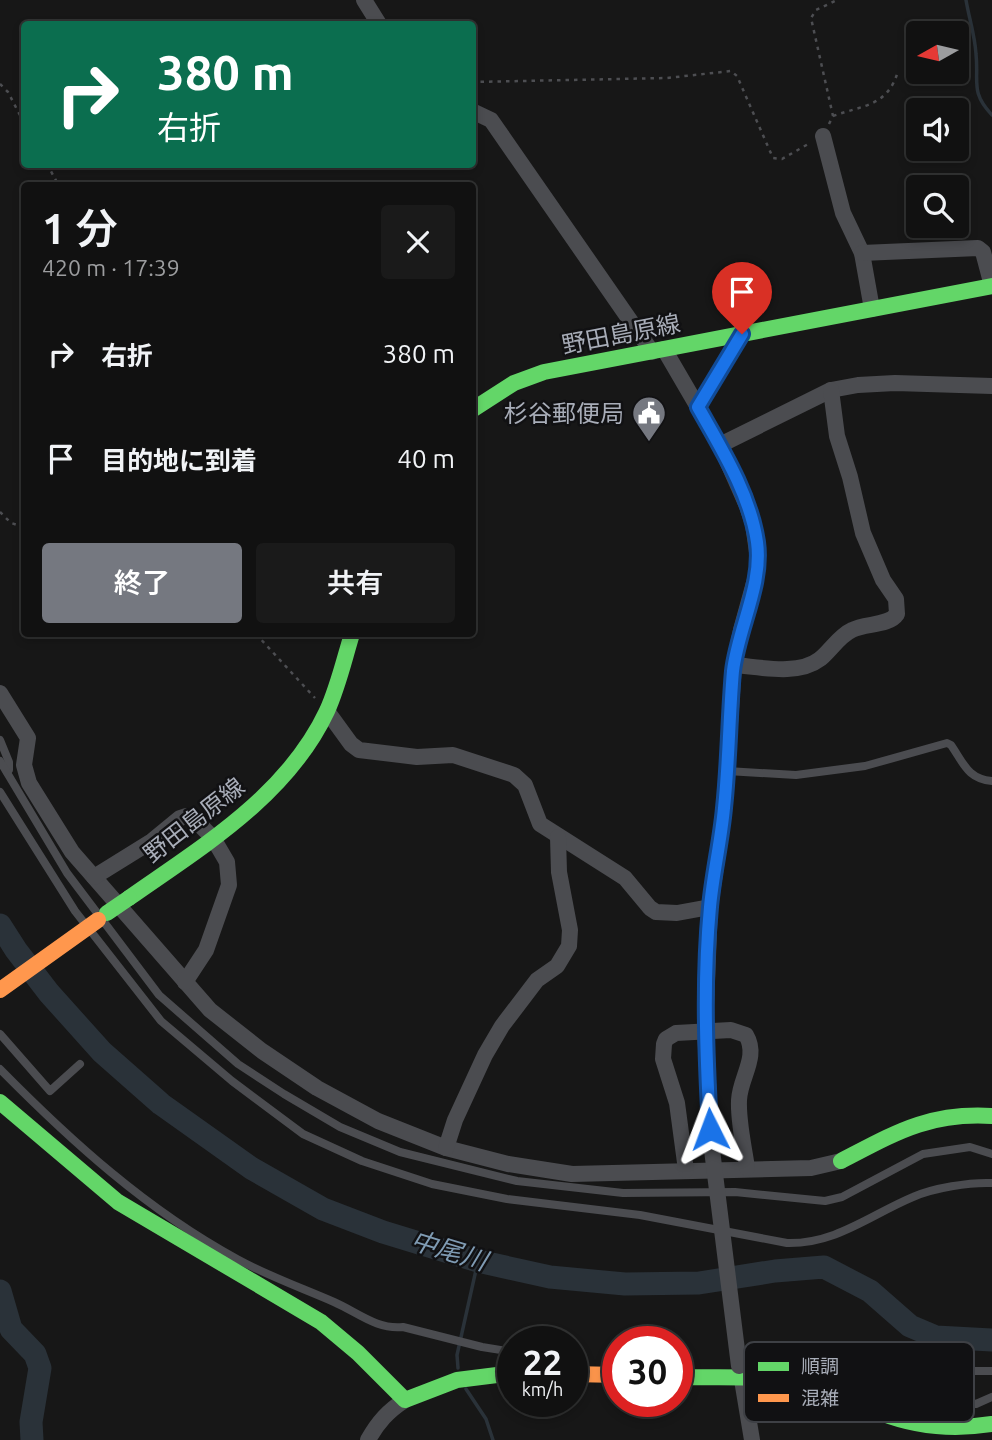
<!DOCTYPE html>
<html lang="ja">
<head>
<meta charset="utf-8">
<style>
  :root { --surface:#111; --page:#1a1a1a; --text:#f1f3f6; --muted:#9c9d9f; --line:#303131; --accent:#757880 }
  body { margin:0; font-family:Ubuntu,"Noto Sans JP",sans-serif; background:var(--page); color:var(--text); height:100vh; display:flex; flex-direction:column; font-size:26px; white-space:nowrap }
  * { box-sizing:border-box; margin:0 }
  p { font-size:23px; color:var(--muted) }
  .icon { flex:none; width:38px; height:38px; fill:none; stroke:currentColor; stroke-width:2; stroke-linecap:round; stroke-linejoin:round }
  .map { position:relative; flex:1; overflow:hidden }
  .panel { position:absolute; left:21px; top:182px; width:455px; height:455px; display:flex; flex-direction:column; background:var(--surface); border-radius:7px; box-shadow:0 4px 10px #0003,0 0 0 2px var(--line) }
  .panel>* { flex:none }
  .hud { position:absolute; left:21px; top:21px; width:455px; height:147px; border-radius:7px; box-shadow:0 4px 10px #0003,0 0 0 2px var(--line); background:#0b6e4f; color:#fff; overflow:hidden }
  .needle { width:46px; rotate:262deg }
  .controls { position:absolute; left:906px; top:21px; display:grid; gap:14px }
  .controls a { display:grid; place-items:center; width:63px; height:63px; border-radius:7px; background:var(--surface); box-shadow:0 4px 10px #0003,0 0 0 2px var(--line); font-size:35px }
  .speed { position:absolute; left:497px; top:1326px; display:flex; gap:14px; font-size:35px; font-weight:700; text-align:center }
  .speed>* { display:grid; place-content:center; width:91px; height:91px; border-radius:50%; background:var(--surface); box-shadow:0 4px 10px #0003,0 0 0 2px var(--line); line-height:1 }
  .speed small { font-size:18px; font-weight:400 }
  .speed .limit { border:10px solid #d22; background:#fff; color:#111 }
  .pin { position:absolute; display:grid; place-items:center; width:60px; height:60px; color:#fff; margin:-72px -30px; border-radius:50% 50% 50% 0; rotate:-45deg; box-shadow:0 0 7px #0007 }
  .pin .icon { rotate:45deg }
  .me { position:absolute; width:77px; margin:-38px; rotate:357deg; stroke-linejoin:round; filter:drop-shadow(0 0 5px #0008) }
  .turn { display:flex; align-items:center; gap:24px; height:147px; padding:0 21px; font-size:32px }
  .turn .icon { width:91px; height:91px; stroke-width:2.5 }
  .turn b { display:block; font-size:49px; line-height:60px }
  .round { display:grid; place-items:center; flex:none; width:74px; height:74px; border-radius:7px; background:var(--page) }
  .summary { display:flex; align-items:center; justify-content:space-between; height:119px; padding:0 21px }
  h1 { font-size:42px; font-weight:600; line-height:52px }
  .action { display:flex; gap:14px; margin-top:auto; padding:14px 21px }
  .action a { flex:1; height:80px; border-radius:7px; background:var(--accent); color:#fff; font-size:28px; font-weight:600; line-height:80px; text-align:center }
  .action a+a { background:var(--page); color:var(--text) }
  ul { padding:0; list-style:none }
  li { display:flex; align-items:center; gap:21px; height:105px; padding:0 21px }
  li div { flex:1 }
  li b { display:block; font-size:26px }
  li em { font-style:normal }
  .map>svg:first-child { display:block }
</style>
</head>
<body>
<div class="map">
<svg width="992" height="1440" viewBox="0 0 992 1440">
  <rect width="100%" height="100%" fill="#171717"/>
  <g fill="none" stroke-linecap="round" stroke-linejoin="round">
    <g stroke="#2a3239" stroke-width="3.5">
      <path d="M966,0C969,18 975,36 976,54C979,82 970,92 992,115"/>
      <polyline points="458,1368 457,1355 478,1261"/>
      <polyline points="466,1389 486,1419 493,1440"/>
    </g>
    <g stroke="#2a3239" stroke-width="23">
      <polyline points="0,925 16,950 49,993 102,1052 161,1104 251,1168 323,1209 383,1232 478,1261 550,1277 625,1284 699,1283 775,1271 824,1267 870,1291 910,1326 936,1337 992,1340"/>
      <polyline points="0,1291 11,1329 35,1354 40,1368 31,1422 32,1440"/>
    </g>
    <g stroke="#4d4e52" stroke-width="2.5" stroke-dasharray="3.5 5" stroke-linecap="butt">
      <polyline points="472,82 667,78 731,71 737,76 773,158 782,159 810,143"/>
      <polyline points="0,84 8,92 24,123"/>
      <path d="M833,116C864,105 888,106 898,71"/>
      <polyline points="829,124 833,116 811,18 816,10 837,0"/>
      <polyline points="47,164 59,186"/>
      <polyline points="0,512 11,523 24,527"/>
      <polyline points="256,634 315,698"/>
    </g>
    <g stroke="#4b4c50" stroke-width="8">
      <polyline points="0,740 9,762 9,770 7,772"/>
      <polyline points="0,761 67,873 159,995 238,1064 284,1094 340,1127 400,1152 517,1181 623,1193 735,1192 825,1201 842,1197 923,1154 970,1147 992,1154"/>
      <path d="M727,771L796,775L865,766L947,743L951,745C964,764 968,779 992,781"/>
      <path d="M0,792L75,911L161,1021L232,1081L303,1134L362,1161L432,1184L507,1199L640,1215L787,1243C836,1244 870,1215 913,1197C933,1188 970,1182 992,1183"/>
      <polyline points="0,1034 50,1091 80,1064"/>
      <path d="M0,1069C71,1141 147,1210 237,1259C268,1276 302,1288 334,1302C357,1312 377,1330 403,1327L482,1347L513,1352"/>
      <polyline points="572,1361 574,1362"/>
      <polyline points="973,1371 992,1371"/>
      <polyline points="778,1378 784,1370 791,1365 824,1365 836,1367 878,1390 976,1404 992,1397"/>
    </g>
    <g stroke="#4b4c50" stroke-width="16">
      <polyline points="364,0 379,24"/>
      <polyline points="472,111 491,120 652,352"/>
      <polyline points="823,136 843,213 862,253 872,309"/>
      <polyline points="862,253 978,248 983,252 992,286"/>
      <polyline points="664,349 720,445 747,506 753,524 758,559 757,572 741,630 734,665 724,812 710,907 705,1032 712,1150"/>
      <polyline points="698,407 742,334"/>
      <polyline points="720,445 831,390 858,385 895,383 992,386"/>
      <path d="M734,665C760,667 798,676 820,659C831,650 839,636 852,630C865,623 889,626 897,614L896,599L883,580L863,533L850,477L837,436L831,390"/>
      <polyline points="0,693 28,738 24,765 29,783 72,852 210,1010 262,1051 317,1088 378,1121 446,1148 508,1164 572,1174 811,1168 841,1161"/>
      <polyline points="327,711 351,744 359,750 417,757 453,755 514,775 525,785 540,824 625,878 650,908 656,912 677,913 710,907"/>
      <polyline points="94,877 152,841 180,818 186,816 195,820 213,838 227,862 229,885 206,950 185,982"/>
      <polyline points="446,1148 455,1120 485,1055 502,1026 537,980 557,966 569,946 570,930 559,872 558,837"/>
      <path d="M686,1170L677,1103L663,1059L664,1044L666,1039L676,1033L731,1030L746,1035C759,1057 740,1077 739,1100C738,1122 744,1146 747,1168"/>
      <polyline points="740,1368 752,1440"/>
      <path d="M368,1440C378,1422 388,1411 405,1400"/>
    </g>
    <g stroke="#63d668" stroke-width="16">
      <polyline points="472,410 514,383 544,372 992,286"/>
      <path d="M129,898C203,846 287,796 327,711C338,687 344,660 352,634"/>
      <polyline points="0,1102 118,1202 321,1322 358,1353 405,1400 457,1380 513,1373"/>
      <path d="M841,1161C895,1133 929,1112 992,1116"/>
      <path d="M677,1377C722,1378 772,1374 816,1386C839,1393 859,1405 881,1413C917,1427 954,1430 992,1424"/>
    </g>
    <polyline stroke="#ff974d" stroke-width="16" points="572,1374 618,1375"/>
    <polyline stroke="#4b4c50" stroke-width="16" points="712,1150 739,1366"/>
    <polyline stroke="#63d668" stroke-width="16" points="107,913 129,898"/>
    <polyline stroke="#ff974d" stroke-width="16" points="0,990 98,920"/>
  </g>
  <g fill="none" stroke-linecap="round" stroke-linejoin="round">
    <g stroke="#114b97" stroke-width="18">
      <path id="route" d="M710,1129C706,1055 703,981 710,907C713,874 721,841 724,808C729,762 729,716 733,671C738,628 763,585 757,542C750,494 721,448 698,407L742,334"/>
    </g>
    <use href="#route" stroke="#1a73e8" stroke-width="12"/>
  </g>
  <defs>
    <g id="civic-pin" transform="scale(1.75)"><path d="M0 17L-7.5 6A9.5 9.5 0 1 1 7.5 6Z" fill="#757880" stroke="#111113"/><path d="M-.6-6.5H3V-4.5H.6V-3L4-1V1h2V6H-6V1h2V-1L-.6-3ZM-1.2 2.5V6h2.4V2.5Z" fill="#fff"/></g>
  </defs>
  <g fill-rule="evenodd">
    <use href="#civic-pin" x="649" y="413"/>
  </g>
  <g text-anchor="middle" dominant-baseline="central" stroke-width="5" stroke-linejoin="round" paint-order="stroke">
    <g font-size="24" fill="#a8adb8" stroke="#111113">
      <text transform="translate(621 334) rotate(-11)">野田島原線</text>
      <text transform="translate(194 820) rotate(-38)">野田島原線</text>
    </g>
    <g font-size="24" fill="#a8adb8" stroke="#111113" text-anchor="end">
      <text x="624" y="413">杉谷郵便局</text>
    </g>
    <g font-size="26" font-style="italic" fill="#7f9bb3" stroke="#111113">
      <text transform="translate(449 1250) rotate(17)">中尾川</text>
    </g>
  </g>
  <rect x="744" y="1342" width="230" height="80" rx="10" fill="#111113" stroke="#3e4045" stroke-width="2"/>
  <rect x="758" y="1362" width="31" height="9" fill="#63d668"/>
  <rect x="758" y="1394" width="31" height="8" fill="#ff974d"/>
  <g font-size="19" fill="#a8adb8">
    <text x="801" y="1373">順調</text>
    <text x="801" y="1405">混雑</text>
  </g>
</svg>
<div class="controls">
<a><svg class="needle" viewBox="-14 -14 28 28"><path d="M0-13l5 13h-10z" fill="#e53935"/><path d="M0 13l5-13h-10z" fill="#9c9d9f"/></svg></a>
<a><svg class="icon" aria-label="sound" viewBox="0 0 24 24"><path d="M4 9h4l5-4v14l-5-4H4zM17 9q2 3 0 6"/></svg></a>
<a><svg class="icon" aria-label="search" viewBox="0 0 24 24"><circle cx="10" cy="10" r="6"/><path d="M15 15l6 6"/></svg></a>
</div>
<div class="speed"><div>22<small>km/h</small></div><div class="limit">30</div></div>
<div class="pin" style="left:742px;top:334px;background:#d93025"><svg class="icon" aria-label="arrive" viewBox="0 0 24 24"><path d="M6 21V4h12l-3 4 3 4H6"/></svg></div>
<svg class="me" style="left:710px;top:1129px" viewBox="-20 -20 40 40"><path d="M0-17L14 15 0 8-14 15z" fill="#1a73e8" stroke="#fff" stroke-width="4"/></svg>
<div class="hud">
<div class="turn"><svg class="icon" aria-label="right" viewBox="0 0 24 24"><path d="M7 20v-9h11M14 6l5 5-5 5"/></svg><div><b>380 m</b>右折</div></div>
</div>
<section class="panel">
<div class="summary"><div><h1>1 分</h1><p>420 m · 17:39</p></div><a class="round"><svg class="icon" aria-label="close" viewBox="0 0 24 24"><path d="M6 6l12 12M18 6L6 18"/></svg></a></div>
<ul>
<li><svg class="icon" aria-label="right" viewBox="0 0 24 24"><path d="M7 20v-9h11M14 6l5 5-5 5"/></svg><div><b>右折</b></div><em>380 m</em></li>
<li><svg class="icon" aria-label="arrive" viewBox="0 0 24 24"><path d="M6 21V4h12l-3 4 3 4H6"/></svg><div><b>目的地に到着</b></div><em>40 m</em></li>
</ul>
<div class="action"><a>終了</a><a>共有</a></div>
</section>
</div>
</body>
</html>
------------------------------------------------
- Exercise aim: Which lines above contain the word "limit"? Copy each of them.

- Final answer:
  .speed .limit { border:10px solid #d22; background:#fff; color:#111 }
<div class="speed"><div>22<small>km/h</small></div><div class="limit">30</div></div>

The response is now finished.